Materials and Methods

System Instrumentation

The combined RS-OCT system schematic is shown in figure 1(a). The backbone of the OCT subsystem is a fiber-based Michelson interferometer that generates A-scans in the time-domain. A 1310 nm optical amplifier source (ΔλFWHM = 60 nm, AFC technologies) is fiber coupled to a 2×2 fiber splitter (50:50 coupling ratio). The reference arm consists of a rapid scanning optical delay line that facilitates real-time imaging (< 8 frames/sec)(17). The OCT subsystem is fiber coupled to a custom designed RS-OCT probe that directs the light onto the sample (described below). The light returning from the sample probe interferes with the light returning from the reference arm at the fibersplitter. The OCT signal is then detected by a balanced detector that collects interference signal from both source and detection arms of the interfereometer to improve detection sensitivity (18). The analog signal is then band pass filtered and digitized by a multi-function analog input / output data acquisition device (National Instruments). The Raman subsystem consists of a wavelength stabilized laser diode source located entirely within the probe and operated via an external control module (Innovative Photonics Solutions, Inc.). The Raman scatter is collected, fiber coupled, and sent to a high throughput spectrograph (Kaiser Optical Systems) that disperses the light onto a back illuminated, deep depletion, thermo-electrically cooled CCD (Andor Technologies). All the components of the OCT and RS subsystems are housed with in a mobile cart (fig. 1(b)) that enables transportation to the clinic, and mobility from one exam room to another.

Figure 1.

Figure 1

Combined RS-OCT Sample Probe

The combined RS-OCT sample probe is depicted in figure 2. The Raman source is a 785 nm diode laser device with a 1” × 1” footprint that contains the diode and thermo-electric cooler (Innovative Photonics Solutions). The source outputs a collimated beam that is band pass filtered and co-aligned with the OCT beam at dichroic mirror 1. The objective lens and galvanometer (Cambridge Technologies) are configured to generate a telecentric scan for OCT image generation. The OCT system’s axial resolution was measured at 14 µm in air. The objective lens focuses the OCT beam to a 25 µm lateral spot (POCT sample = 7 mW).

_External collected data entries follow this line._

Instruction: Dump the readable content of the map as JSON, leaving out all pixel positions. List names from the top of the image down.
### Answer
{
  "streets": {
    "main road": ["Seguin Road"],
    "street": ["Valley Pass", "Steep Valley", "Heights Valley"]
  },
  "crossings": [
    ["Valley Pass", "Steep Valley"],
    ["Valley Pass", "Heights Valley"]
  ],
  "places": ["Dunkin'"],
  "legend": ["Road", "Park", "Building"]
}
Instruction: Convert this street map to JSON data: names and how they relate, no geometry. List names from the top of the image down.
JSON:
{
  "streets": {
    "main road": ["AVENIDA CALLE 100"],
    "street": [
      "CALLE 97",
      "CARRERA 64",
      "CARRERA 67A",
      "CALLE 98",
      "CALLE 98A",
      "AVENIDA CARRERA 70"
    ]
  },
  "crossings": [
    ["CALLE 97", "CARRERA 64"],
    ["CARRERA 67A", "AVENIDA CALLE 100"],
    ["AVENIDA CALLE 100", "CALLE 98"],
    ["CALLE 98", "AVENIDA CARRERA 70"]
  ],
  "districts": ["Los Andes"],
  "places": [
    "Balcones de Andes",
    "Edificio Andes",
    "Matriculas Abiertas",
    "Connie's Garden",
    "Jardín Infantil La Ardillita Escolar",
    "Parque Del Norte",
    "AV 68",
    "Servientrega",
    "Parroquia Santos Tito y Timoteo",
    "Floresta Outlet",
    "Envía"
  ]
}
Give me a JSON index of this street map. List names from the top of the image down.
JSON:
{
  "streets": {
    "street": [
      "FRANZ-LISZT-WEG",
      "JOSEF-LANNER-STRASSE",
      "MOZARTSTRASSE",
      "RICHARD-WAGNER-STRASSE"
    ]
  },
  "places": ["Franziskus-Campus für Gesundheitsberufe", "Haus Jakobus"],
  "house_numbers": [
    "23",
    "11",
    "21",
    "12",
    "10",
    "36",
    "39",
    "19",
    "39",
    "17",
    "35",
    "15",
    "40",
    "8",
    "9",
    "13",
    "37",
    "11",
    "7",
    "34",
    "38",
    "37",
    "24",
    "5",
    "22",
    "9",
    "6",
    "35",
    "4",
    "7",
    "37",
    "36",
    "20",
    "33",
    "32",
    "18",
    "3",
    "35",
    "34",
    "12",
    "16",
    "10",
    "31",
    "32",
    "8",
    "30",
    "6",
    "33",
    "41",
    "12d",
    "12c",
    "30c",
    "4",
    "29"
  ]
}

During Raman acquisition, galvanometer scanning is stopped, and the Raman spectrum is acquired from the central optical axis of the objective lens. The Raman beam is weakly focused to a 44 µm lateral spot (PRaman sample = 40 mW). A thin (100 µm) layer of polyethylene was translated axially through the sampling range to estimate the point-spread-function (PSF) of the Raman collection in the absence of scattering. The full width at half max (FWHM) of the response function was measured at 1.8 mm, and focused at a depth that corresponded to z=1.0 mm in the OCT image frame. In order to verify co-alignment of the RS beam with the central axis of the OCT scan, a gelatin sample was irradiated with a stationary RS beam until a small indentation had been formed due to dehydration. OCT imaging verified the apex of the indentation corresponded to the center of the OCT scan. The Raman scatter band from 800 – 950 nm is separated from the Raman excitation and OCT by dichroic mirror 2 (Chroma Technologies, Inc.), long pass filtered (Semrock, Inc. λcutoff = 818 nm) to further reject elastic scatter, and coupled into a 100 µm low-OH fiber for detection. The overall size of the probe is 4” (H) × 5”(W) × 8”(L). The probe is mounted to a manually manipulated mechanical arm (seen in fig. 1(b)) that supports the probe’s weight and provides stability over the duration of Raman acquisition.

Figure 2.

Figure 2

Data Pre-processing and Software Interface

A custom designed software interface (LabView) performs instrument control, data acquisition, data processing, and display for both the OCT and Raman systems. The software performs demodulation of the full interferometric OCT signal, and real-time processing and display of both the OCT image and Raman spectra.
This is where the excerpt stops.